Quel a été ton parcours scolaire ? 

J’ai toujours été une assez bonne élève, jusqu’à ce que je redouble la seconde, puis que j’arrête après un trimestre de première pour des raisons personnelles. J’étais très mal dans ma peau, et j’ai alors passé trois mois entre la maison et mon club hippique, avant de commencer un CAP esthétique pendant un an. Je l’ai fini, puis j’ai repris ma scolarité voyant bien que j’avais envie d’autre chose. J’ai fait une scolarité scientifique, qui serait l’équivalent d’un bac Scientifique spécialité SVT maintenant. 

Ensuite j’ai fait une Licence de Sciences et Vie de la Terre à l’Université Pierre et Marie Curie. Je n’ai pas poursuivi jusqu’au master, car je suis tombée enceinte, mais je ne pense pas que j’aurais été au bout dans tous les cas.  


Quel est ton métier ? En quoi cela consiste ? Pourquoi voulais-tu faire celui-là ?

Je suis à présent professeure de SVT. Ça consiste à martyriser des élèves, dit-elle en riant. 

J’ai voulu être prof parce que je voulais faire à mes élèves les cours que j’aurais aimé avoir au lycée et au collège. Je voulais leur donner ce que je n’avais pas eu. Faire des cours sympas où on bosse dans la bonne humeur.


Pourquoi ne pas avoir envisagé de donner des cours à l’Université ? 

Parce que je suis plus intéressée par le rapport humain, par la construction de l’être humain que par la matière en elle-même. Pour moi la matière que j’enseigne est un support pour aider mes élèves à se construire en tant que personne, pas une finalité. Alors que les professeurs à l’université sont des experts dans leur domaine qui ne sont là que pour transmettre un savoir. Les profs que j’ai pu avoir à l’université ne m’ont pas du tout donné envie de prendre leur place.   



Quelles qualités faut-il pour être heureux dans ce métier selon toi ? 

Pour être un bon prof, il faut aimer l’autre et avoir envie de l’aider à progresser, pour lui, pas pour sa gloire personnelle. Le bon prof c’est celui pour lequel les élèves sont contents d’aller en cours.

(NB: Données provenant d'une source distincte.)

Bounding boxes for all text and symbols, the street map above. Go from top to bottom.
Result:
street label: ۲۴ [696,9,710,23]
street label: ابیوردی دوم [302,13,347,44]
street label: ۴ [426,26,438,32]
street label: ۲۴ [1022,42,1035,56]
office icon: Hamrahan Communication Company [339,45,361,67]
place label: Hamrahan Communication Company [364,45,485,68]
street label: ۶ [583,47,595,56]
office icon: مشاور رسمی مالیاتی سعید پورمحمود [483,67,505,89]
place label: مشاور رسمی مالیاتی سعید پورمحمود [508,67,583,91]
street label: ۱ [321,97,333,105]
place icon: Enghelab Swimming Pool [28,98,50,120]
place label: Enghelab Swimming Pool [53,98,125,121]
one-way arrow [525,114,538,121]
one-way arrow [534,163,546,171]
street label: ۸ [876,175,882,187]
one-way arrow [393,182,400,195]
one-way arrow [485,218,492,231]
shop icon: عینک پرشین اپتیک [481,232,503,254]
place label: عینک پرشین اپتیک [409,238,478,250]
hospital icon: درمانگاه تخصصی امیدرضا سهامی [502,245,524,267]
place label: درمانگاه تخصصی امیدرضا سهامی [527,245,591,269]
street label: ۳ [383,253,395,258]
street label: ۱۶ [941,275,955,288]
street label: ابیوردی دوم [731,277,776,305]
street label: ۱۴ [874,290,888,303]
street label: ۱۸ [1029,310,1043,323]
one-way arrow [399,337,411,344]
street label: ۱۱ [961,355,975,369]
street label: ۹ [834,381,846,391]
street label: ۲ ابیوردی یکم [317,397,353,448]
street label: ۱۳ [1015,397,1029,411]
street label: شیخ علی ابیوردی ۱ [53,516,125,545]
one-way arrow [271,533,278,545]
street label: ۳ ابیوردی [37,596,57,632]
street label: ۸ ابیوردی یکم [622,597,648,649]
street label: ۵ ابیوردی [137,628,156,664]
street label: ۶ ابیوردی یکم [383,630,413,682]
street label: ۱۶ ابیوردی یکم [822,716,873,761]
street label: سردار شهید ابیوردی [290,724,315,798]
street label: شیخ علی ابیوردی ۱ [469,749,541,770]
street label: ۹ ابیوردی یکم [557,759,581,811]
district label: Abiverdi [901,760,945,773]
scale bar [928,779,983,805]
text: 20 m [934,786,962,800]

Quels sont les principaux avantages et inconvénients de ce métier ? 

L’avantage, c’est qu’on a les mêmes horaires que ses enfants quand on en a. 

L’inconvénient, c’est que c’est très usant nerveusement, et qu’une grande partie du boulot se fait à la maison, on est toujours un peu au travail quelque part, et il faut savoir faire la part des choses. 


Quel est ta journée type ? 

Généralement je donne deux à six heures de cours par jour, suivi de rendez-vous parents ou de réunions régulièrement. Quand je rentre chez moi j’ai des copies à corriger ou des cours à préparer.


Est-ce que la vie que tu mènes est à la hauteur de tes attentes ?

Oui, par rapport à ce qui est proposé par l’Éducation Nationale, et puis pour ce qui ne me convient pas, je recrée chaque jour mon boulot pour que ça me convienne davantage. 


Est-ce que tu fais les choses avec passion ? Sinon, quelle est ta passion et pourquoi n’en as-tu pas fait un métier ? 

Si on considère que progresser dans la vie est une passion, alors oui j’en ai une, et j’ai choisi un métier en lien. 



Qu’est ce tu conseilles aux étudiants perdus ? 

De faire prof on en manque, et tout le monde croit qu’il y a beaucoup de vacances et peu de travail, s’exclama-t-elle en souriant. 

D’une manière générale, je dis à mes élèves de fermer les yeux et de s’imaginer que leur réveil sonne et qu’ils doivent se lever pour aller travailler, pour quel métier seraient-ils heureux de se lever chaque matin ? Qu’est-ce que contiendrait cette journée, comment ils se visualisent dans une journée de travail qui les épanouit.


Est-ce tu as des enfants ? Quel futur veux-tu pour eux ? 

J’ai trois enfants, et je leur ai toujours conseiller de faire un boulot pour lequel ils seront heureux de se lever le matin. C’est plus important que ce qu’il y a sur le compte en banque à la fin du mois.